*What you need to do*: Return the data below in full and exactly, except that the pictures are dropped.

*Data section*:
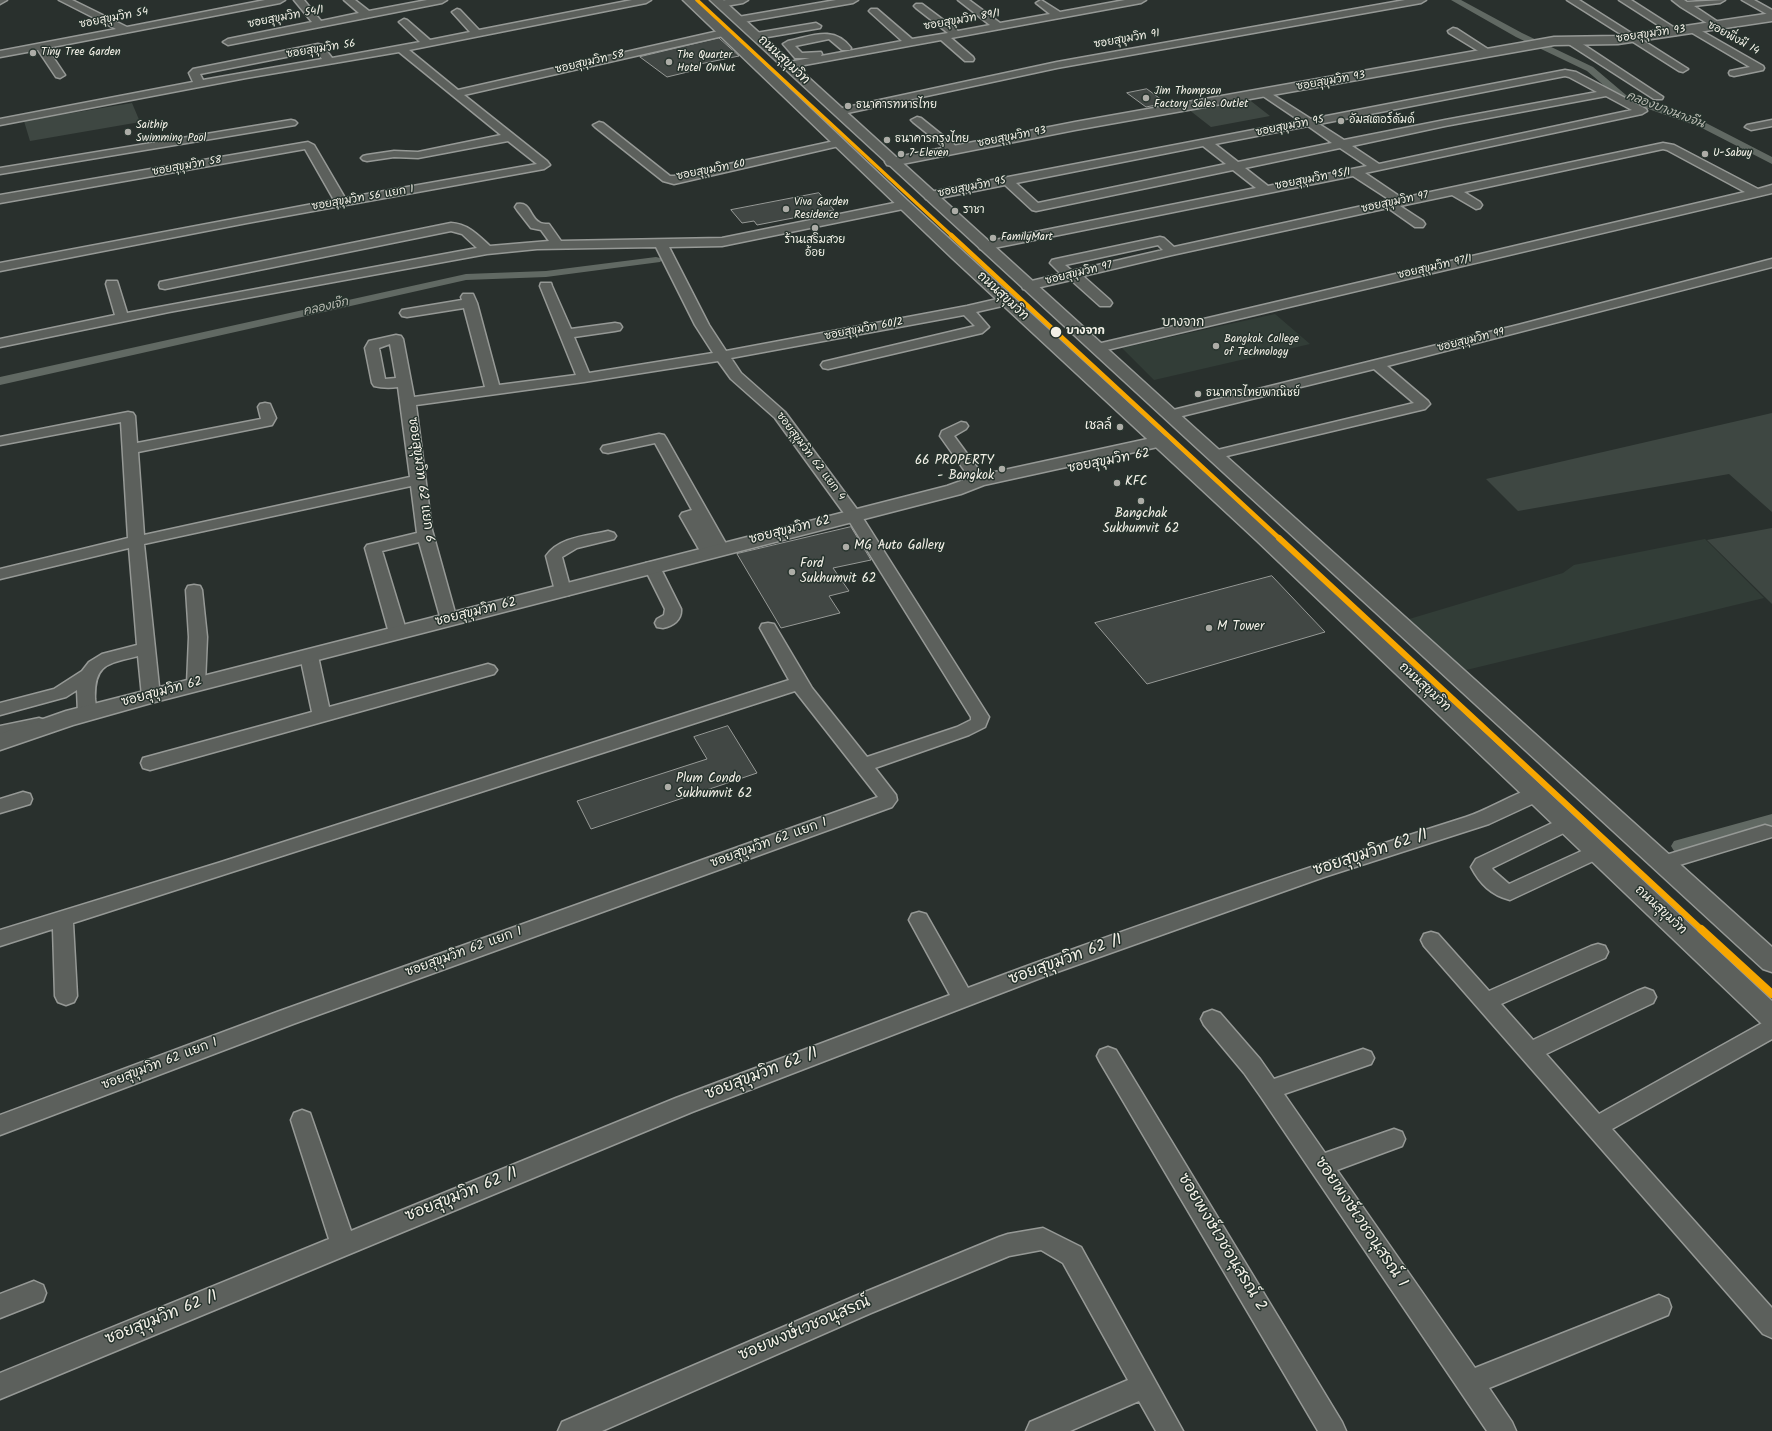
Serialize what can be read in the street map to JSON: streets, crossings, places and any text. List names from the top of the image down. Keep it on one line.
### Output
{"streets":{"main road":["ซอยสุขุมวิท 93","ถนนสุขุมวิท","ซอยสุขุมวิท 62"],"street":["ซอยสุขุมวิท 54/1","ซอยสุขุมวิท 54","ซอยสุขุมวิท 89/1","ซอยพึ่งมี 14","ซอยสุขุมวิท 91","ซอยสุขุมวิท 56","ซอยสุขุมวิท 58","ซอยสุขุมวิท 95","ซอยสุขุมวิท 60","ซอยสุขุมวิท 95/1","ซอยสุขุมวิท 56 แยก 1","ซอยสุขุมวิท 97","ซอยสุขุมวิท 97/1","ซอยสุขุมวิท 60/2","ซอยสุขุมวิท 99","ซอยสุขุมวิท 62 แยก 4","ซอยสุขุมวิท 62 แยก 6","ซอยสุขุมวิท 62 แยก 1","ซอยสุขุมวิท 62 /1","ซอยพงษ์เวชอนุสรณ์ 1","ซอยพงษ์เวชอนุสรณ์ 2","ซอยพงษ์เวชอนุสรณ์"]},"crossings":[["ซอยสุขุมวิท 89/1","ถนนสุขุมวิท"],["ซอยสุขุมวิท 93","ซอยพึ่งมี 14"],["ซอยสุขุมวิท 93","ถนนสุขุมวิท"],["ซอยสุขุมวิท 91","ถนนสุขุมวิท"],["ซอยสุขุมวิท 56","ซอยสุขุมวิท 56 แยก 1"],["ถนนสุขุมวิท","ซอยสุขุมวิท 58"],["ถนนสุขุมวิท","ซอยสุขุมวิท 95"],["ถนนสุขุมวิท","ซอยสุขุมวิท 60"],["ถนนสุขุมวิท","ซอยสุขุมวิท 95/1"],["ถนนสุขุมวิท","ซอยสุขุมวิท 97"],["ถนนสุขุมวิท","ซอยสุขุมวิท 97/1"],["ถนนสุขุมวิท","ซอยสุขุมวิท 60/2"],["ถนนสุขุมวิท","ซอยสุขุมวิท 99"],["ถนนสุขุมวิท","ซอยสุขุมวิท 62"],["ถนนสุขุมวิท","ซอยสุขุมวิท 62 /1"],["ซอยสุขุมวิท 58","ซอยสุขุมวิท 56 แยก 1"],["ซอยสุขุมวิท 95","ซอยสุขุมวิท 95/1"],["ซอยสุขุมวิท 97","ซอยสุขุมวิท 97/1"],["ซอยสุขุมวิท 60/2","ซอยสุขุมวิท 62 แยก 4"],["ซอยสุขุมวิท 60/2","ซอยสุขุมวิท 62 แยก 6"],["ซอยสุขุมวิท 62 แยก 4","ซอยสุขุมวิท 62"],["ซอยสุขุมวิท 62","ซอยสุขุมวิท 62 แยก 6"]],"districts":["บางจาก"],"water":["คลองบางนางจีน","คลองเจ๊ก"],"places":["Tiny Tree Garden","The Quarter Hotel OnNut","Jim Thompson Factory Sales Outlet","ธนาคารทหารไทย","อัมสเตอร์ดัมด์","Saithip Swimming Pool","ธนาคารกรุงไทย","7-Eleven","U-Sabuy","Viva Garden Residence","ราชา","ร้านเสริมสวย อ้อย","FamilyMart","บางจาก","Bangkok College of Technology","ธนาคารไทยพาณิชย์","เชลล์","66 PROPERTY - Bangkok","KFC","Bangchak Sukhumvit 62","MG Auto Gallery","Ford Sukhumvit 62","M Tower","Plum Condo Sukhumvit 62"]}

*Solution for this exercise*:
Serialize what can be read in the street map to JSON: streets, crossings, places and any text. List names from the top of the image down. Keep it on one line.
### Output
{"streets":{"main road":["ซอยสุขุมวิท 93","ถนนสุขุมวิท","ซอยสุขุมวิท 62"],"street":["ซอยสุขุมวิท 54/1","ซอยสุขุมวิท 54","ซอยสุขุมวิท 89/1","ซอยพึ่งมี 14","ซอยสุขุมวิท 91","ซอยสุขุมวิท 56","ซอยสุขุมวิท 58","ซอยสุขุมวิท 95","ซอยสุขุมวิท 60","ซอยสุขุมวิท 95/1","ซอยสุขุมวิท 56 แยก 1","ซอยสุขุมวิท 97","ซอยสุขุมวิท 97/1","ซอยสุขุมวิท 60/2","ซอยสุขุมวิท 99","ซอยสุขุมวิท 62 แยก 4","ซอยสุขุมวิท 62 แยก 6","ซอยสุขุมวิท 62 แยก 1","ซอยสุขุมวิท 62 /1","ซอยพงษ์เวชอนุสรณ์ 1","ซอยพงษ์เวชอนุสรณ์ 2","ซอยพงษ์เวชอนุสรณ์"]},"crossings":[["ซอยสุขุมวิท 89/1","ถนนสุขุมวิท"],["ซอยสุขุมวิท 93","ซอยพึ่งมี 14"],["ซอยสุขุมวิท 93","ถนนสุขุมวิท"],["ซอยสุขุมวิท 91","ถนนสุขุมวิท"],["ซอยสุขุมวิท 56","ซอยสุขุมวิท 56 แยก 1"],["ถนนสุขุมวิท","ซอยสุขุมวิท 58"],["ถนนสุขุมวิท","ซอยสุขุมวิท 95"],["ถนนสุขุมวิท","ซอยสุขุมวิท 60"],["ถนนสุขุมวิท","ซอยสุขุมวิท 95/1"],["ถนนสุขุมวิท","ซอยสุขุมวิท 97"],["ถนนสุขุมวิท","ซอยสุขุมวิท 97/1"],["ถนนสุขุมวิท","ซอยสุขุมวิท 60/2"],["ถนนสุขุมวิท","ซอยสุขุมวิท 99"],["ถนนสุขุมวิท","ซอยสุขุมวิท 62"],["ถนนสุขุมวิท","ซอยสุขุมวิท 62 /1"],["ซอยสุขุมวิท 58","ซอยสุขุมวิท 56 แยก 1"],["ซอยสุขุมวิท 95","ซอยสุขุมวิท 95/1"],["ซอยสุขุมวิท 97","ซอยสุขุมวิท 97/1"],["ซอยสุขุมวิท 60/2","ซอยสุขุมวิท 62 แยก 4"],["ซอยสุขุมวิท 60/2","ซอยสุขุมวิท 62 แยก 6"],["ซอยสุขุมวิท 62 แยก 4","ซอยสุขุมวิท 62"],["ซอยสุขุมวิท 62","ซอยสุขุมวิท 62 แยก 6"]],"districts":["บางจาก"],"water":["คลองบางนางจีน","คลองเจ๊ก"],"places":["Tiny Tree Garden","The Quarter Hotel OnNut","Jim Thompson Factory Sales Outlet","ธนาคารทหารไทย","อัมสเตอร์ดัมด์","Saithip Swimming Pool","ธนาคารกรุงไทย","7-Eleven","U-Sabuy","Viva Garden Residence","ราชา","ร้านเสริมสวย อ้อย","FamilyMart","บางจาก","Bangkok College of Technology","ธนาคารไทยพาณิชย์","เชลล์","66 PROPERTY - Bangkok","KFC","Bangchak Sukhumvit 62","MG Auto Gallery","Ford Sukhumvit 62","M Tower","Plum Condo Sukhumvit 62"]}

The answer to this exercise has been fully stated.